# RECORDS SHOWN

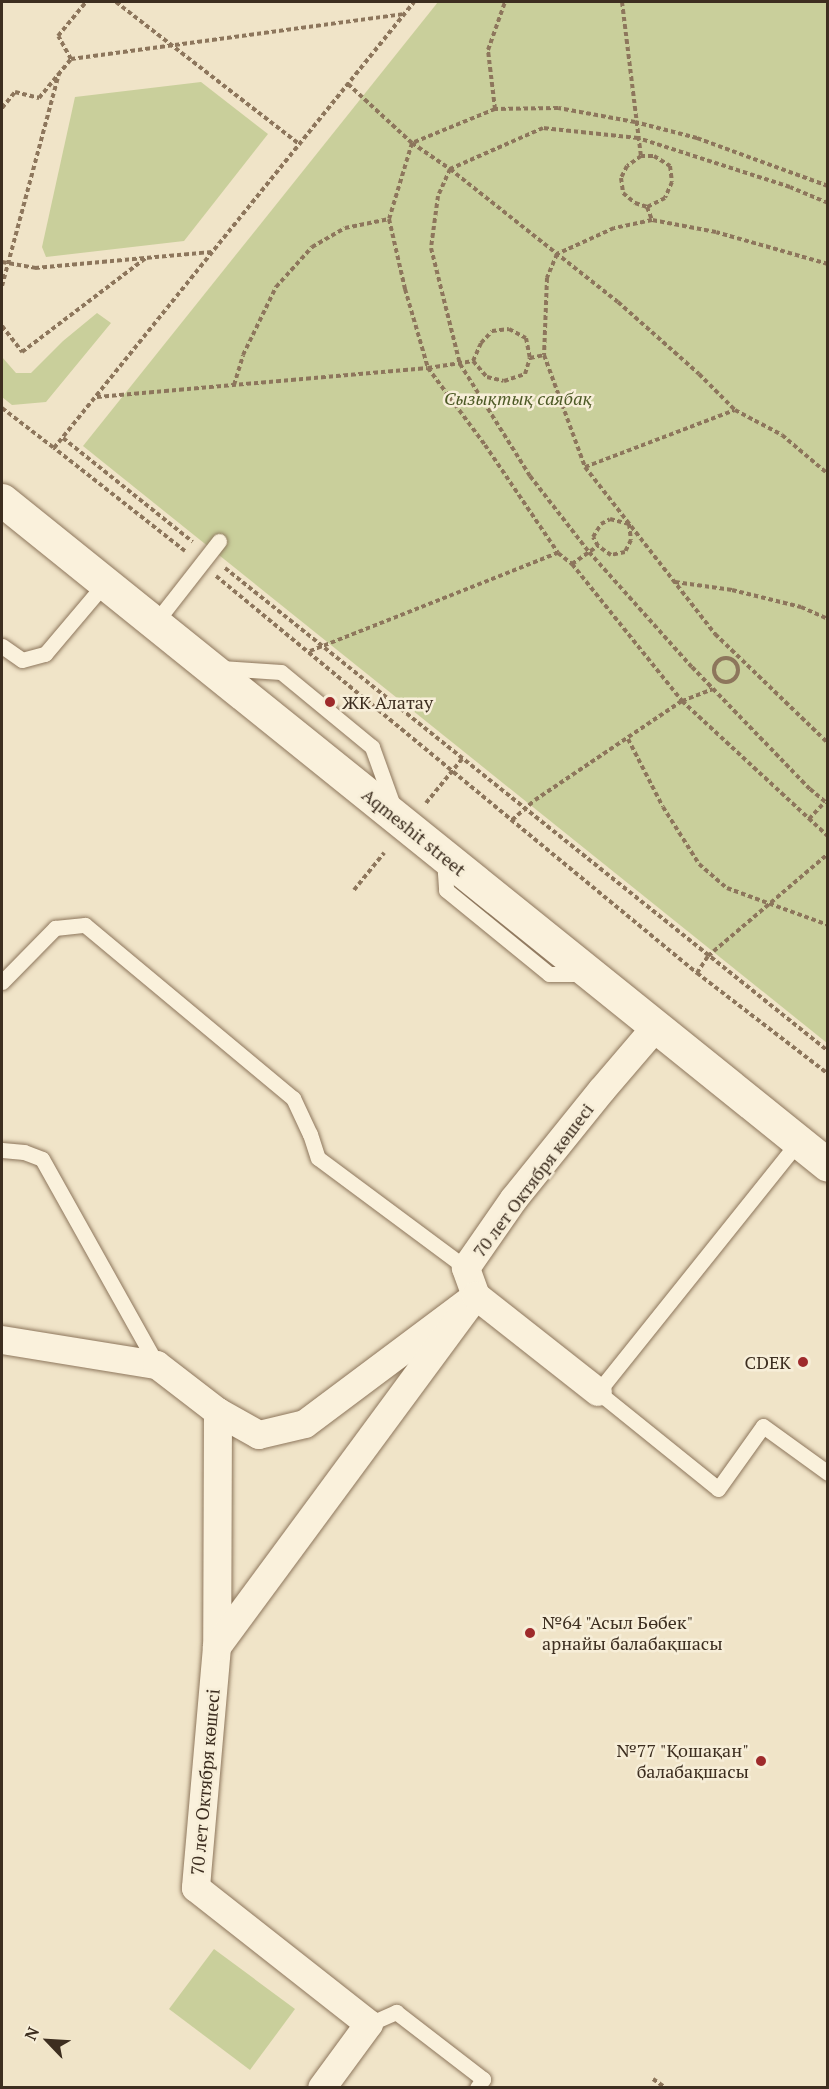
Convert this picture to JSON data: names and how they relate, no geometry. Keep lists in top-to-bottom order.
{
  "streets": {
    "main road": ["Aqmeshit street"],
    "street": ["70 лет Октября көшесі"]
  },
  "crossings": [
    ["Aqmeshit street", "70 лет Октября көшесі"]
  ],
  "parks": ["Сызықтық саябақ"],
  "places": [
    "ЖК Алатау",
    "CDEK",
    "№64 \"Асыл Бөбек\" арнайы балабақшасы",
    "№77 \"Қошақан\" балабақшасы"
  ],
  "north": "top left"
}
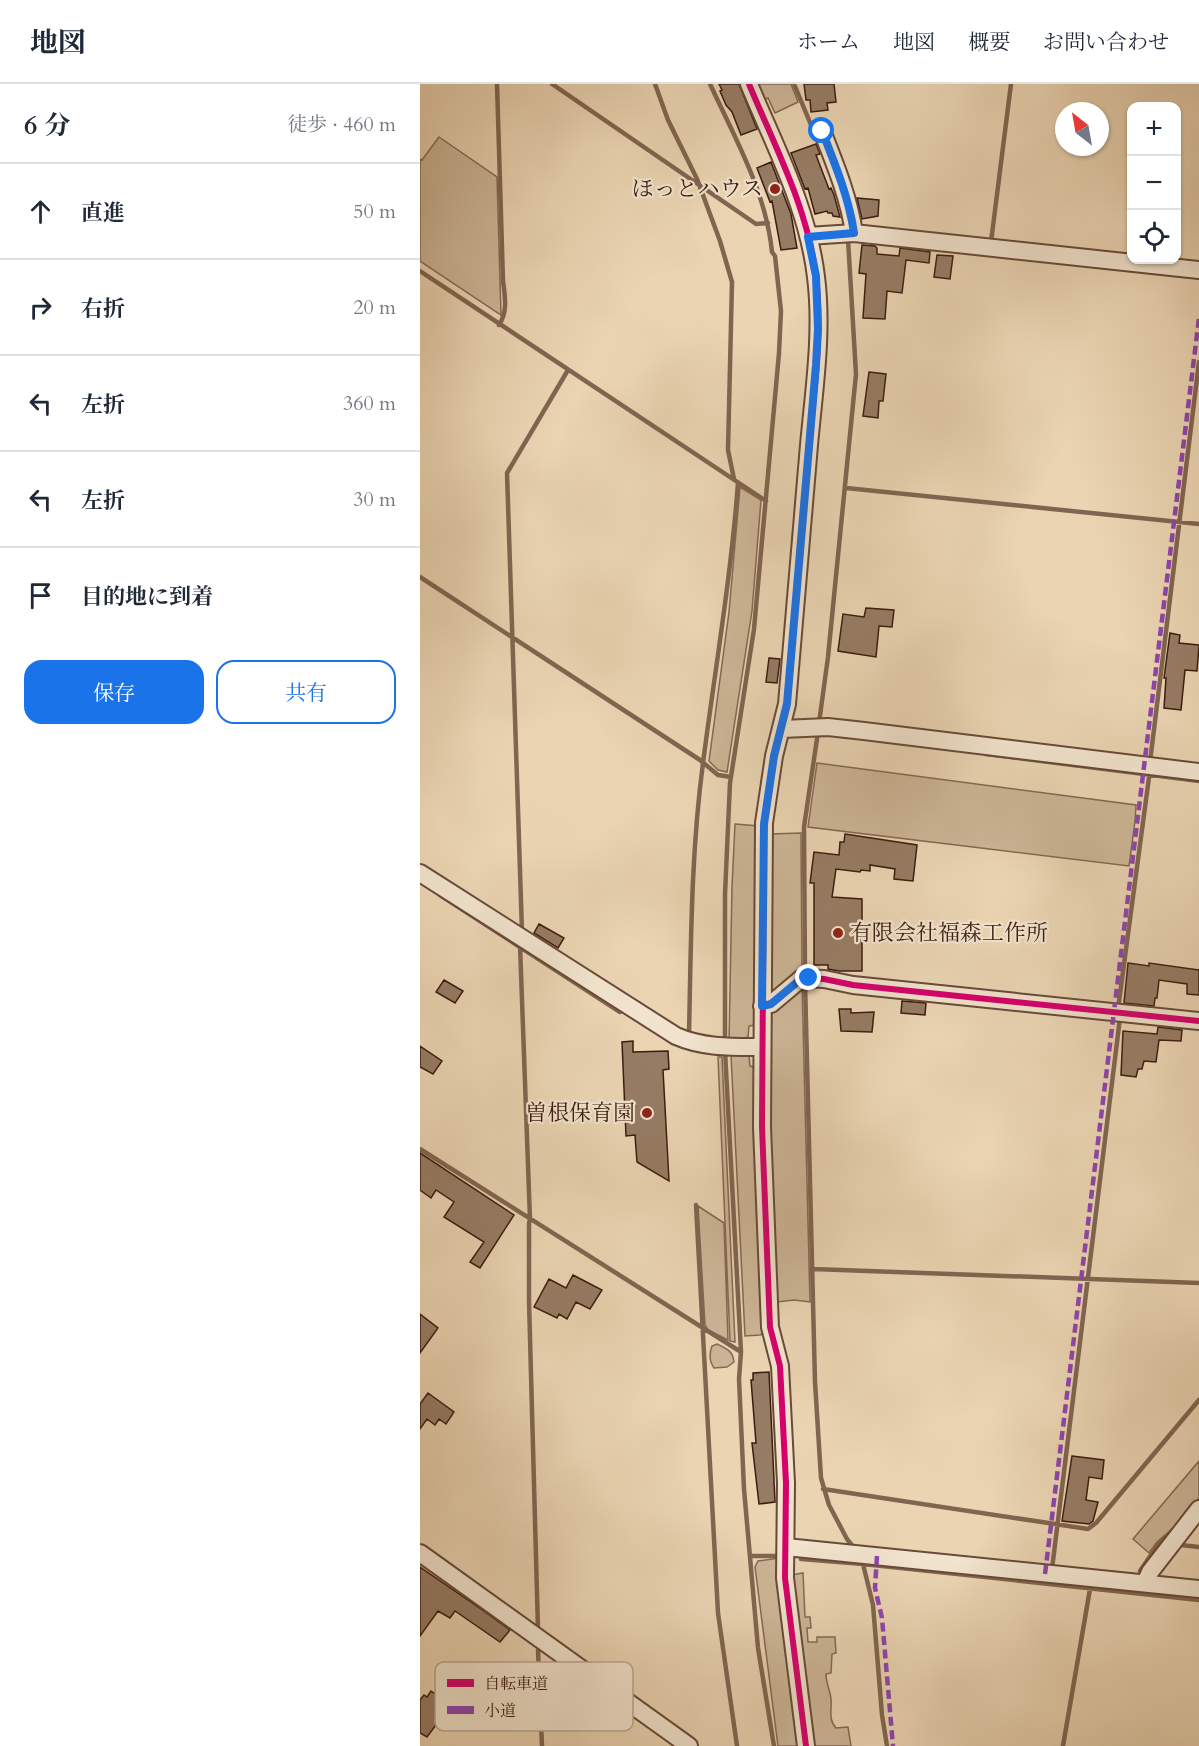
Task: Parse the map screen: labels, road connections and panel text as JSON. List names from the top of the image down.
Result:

# AIM OF THE TASK
Begin at the line containing "Task: Parse the" and reproduce every line through the last one in the records above, exactly.

# RESPONSE FOR THIS EXERCISE
Task: Parse the map screen: labels, road connections and panel text as JSON. List names from the top of the image down.
Result:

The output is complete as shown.